▸ **EXTRACTED INFORMATION**
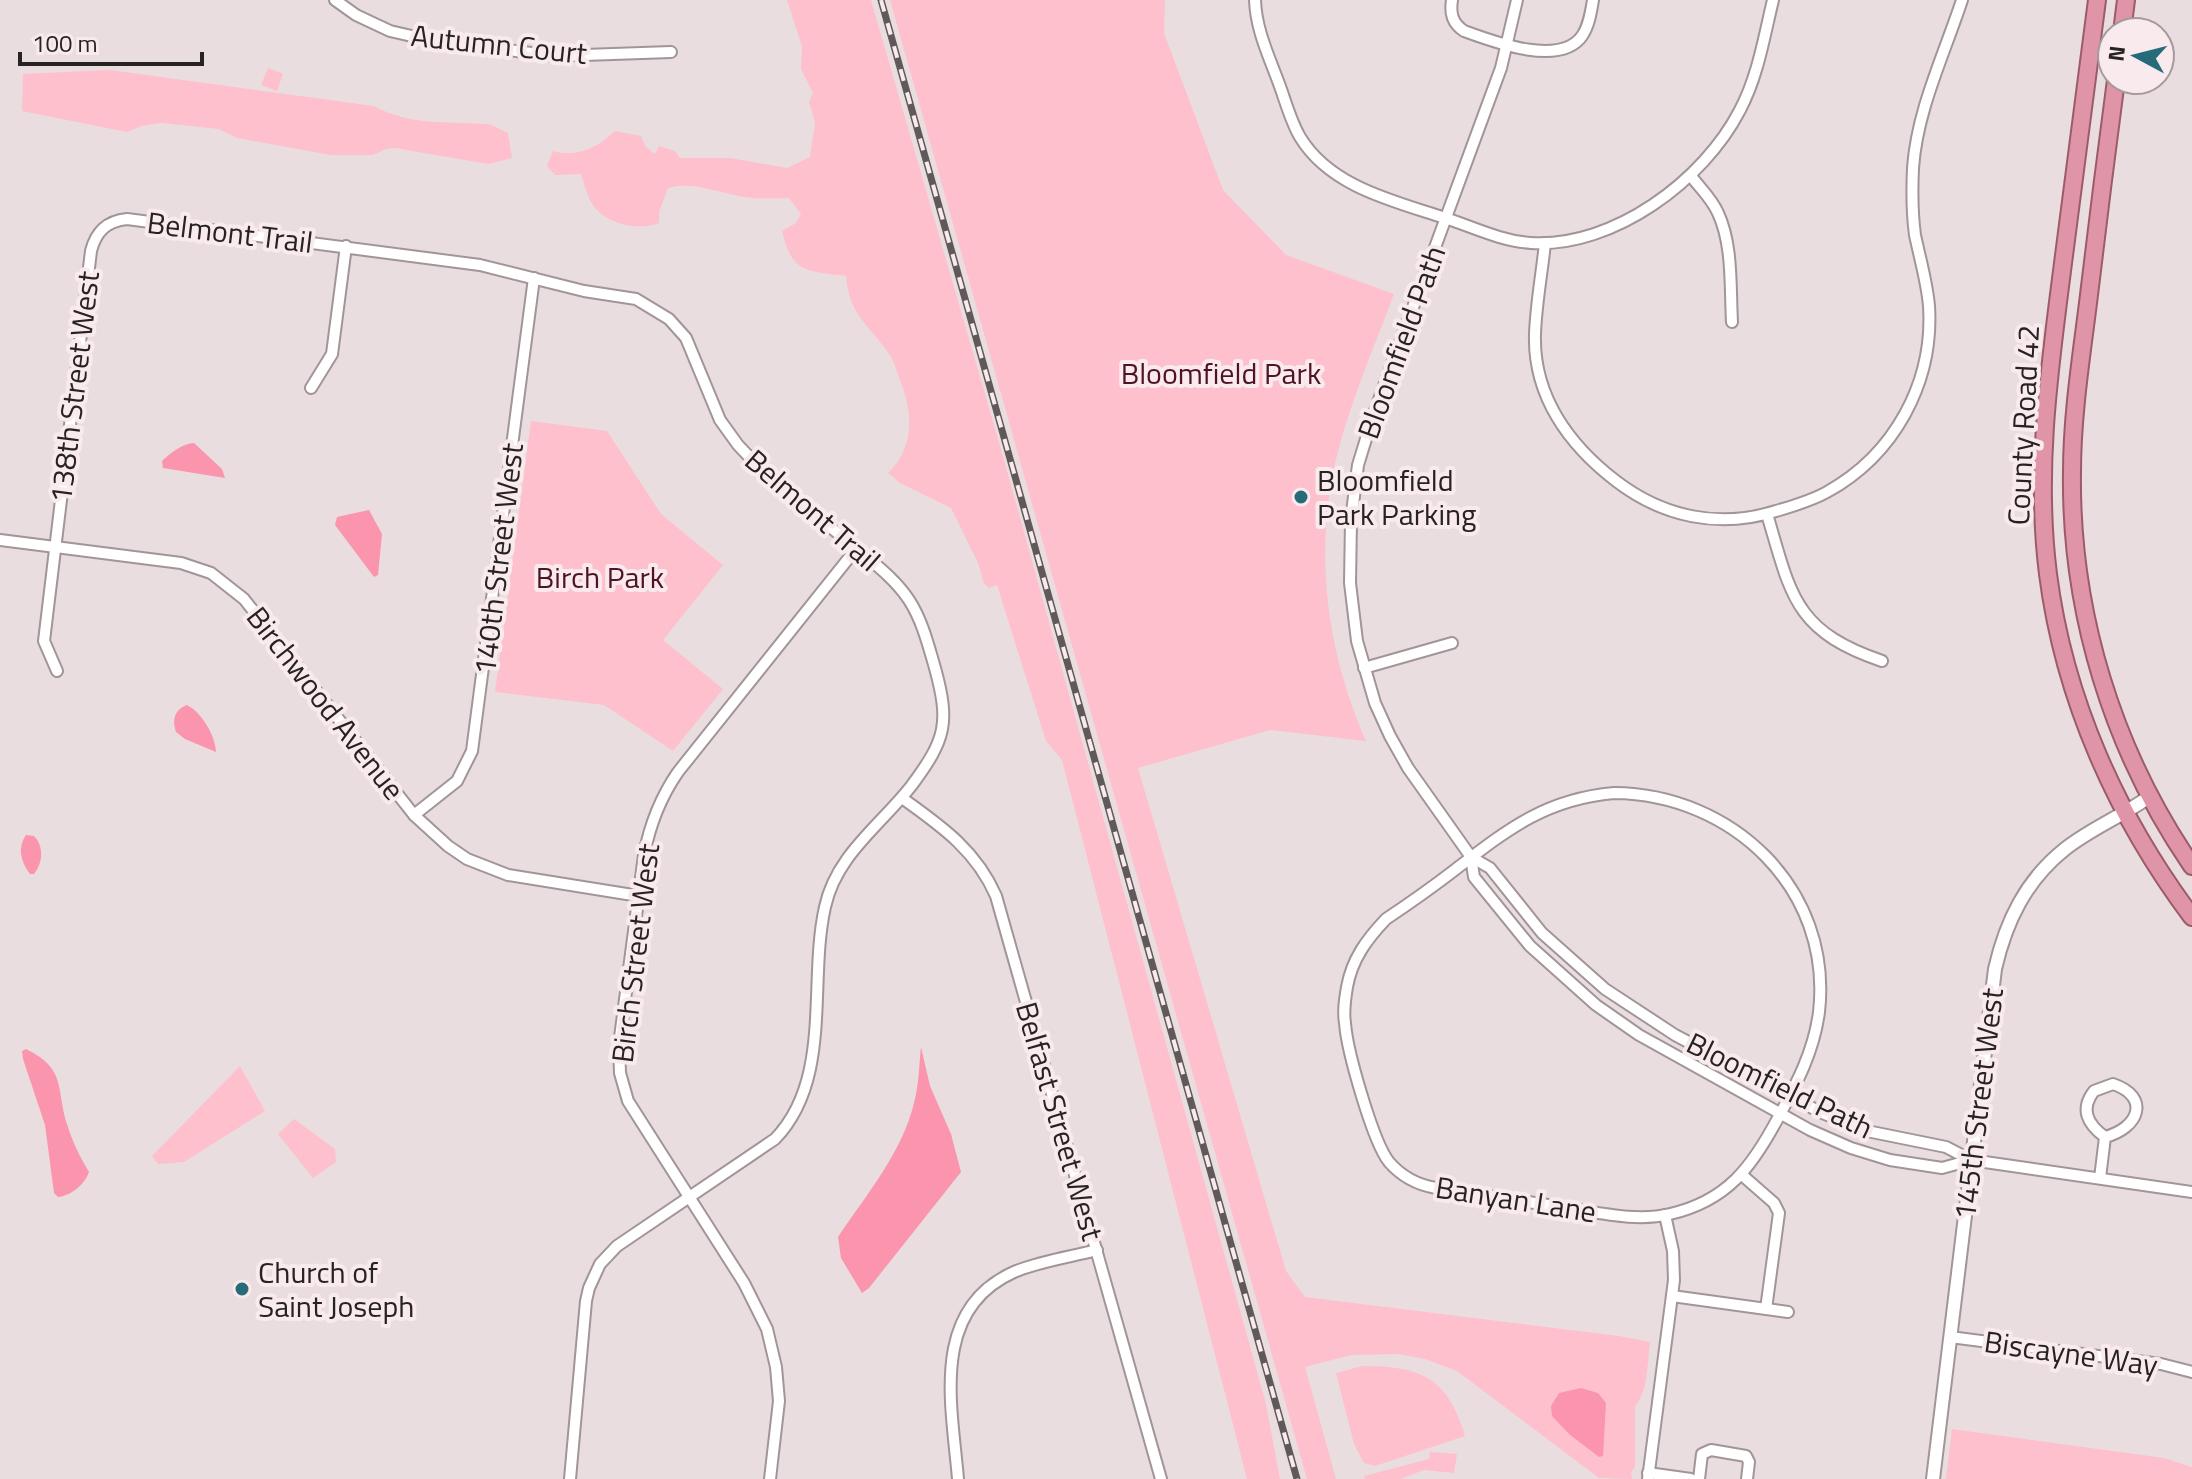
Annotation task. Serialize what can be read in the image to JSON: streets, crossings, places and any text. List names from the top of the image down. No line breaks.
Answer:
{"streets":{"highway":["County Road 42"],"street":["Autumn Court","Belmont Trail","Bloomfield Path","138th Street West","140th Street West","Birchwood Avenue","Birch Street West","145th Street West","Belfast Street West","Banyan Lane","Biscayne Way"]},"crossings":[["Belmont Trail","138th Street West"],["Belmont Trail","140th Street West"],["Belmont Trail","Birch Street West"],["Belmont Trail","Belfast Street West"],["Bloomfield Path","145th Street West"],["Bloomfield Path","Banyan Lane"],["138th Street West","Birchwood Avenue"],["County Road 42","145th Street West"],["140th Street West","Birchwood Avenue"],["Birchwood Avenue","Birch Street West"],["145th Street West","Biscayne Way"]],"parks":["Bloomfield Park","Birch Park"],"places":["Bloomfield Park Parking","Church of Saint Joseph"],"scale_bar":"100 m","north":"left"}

--

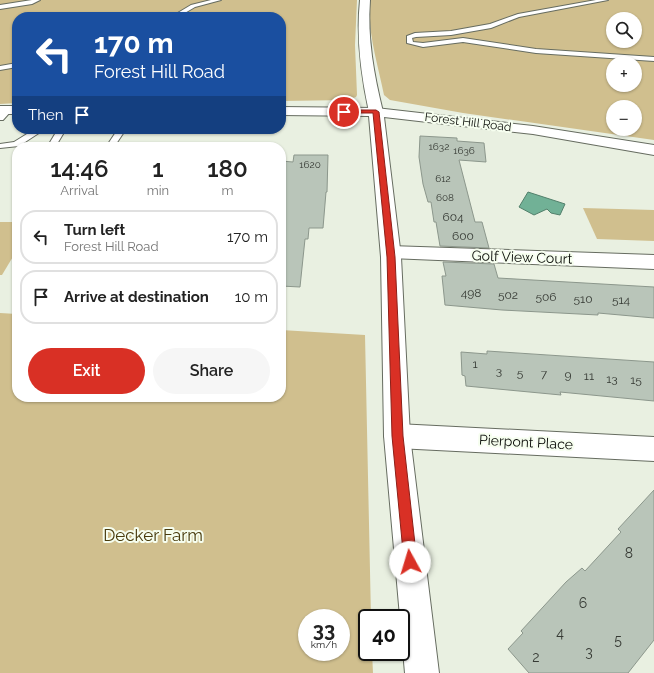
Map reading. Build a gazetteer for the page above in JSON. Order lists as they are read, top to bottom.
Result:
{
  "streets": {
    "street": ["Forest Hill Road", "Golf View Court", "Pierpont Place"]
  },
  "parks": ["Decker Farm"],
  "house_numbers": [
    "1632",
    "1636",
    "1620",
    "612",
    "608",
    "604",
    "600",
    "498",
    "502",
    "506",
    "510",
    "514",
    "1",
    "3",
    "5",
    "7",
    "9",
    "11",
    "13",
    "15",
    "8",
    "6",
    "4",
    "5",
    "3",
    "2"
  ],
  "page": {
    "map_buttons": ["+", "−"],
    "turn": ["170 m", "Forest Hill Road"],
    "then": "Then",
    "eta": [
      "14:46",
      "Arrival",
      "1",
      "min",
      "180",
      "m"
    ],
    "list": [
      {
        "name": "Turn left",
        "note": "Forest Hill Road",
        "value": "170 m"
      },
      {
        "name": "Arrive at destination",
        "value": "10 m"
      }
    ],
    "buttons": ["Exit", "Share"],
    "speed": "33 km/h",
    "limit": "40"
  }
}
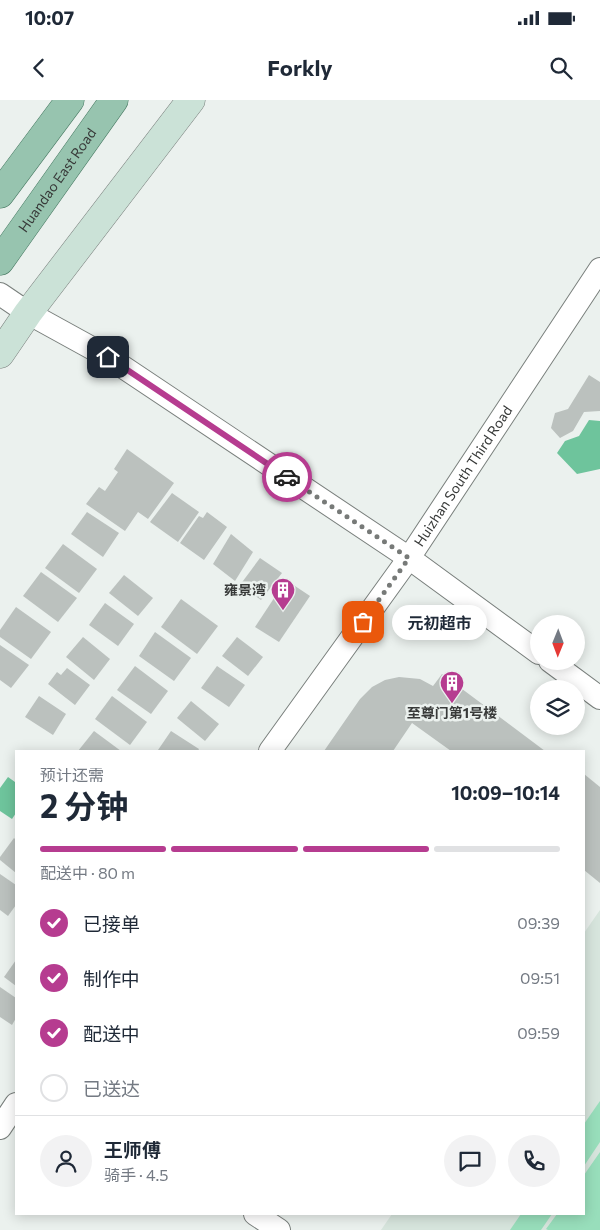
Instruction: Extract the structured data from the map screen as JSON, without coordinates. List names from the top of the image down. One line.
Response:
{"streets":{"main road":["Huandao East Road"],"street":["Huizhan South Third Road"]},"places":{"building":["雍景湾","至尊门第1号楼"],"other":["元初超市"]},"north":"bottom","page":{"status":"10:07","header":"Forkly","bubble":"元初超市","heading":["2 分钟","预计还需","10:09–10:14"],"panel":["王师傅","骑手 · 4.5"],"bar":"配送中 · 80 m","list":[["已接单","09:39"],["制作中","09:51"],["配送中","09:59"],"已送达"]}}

▸ **BRIEF**
Would you filter the records and copy each line that contains the word "read"?

▸ **SOLUTION TO THE EXERCISE**
Annotation task. Serialize what can be read in the image to JSON: streets, crossings, places and any text. List names from the top of the image down. No line breaks.
Map reading. Build a gazetteer for the page above in JSON. Order lists as they are read, top to bottom.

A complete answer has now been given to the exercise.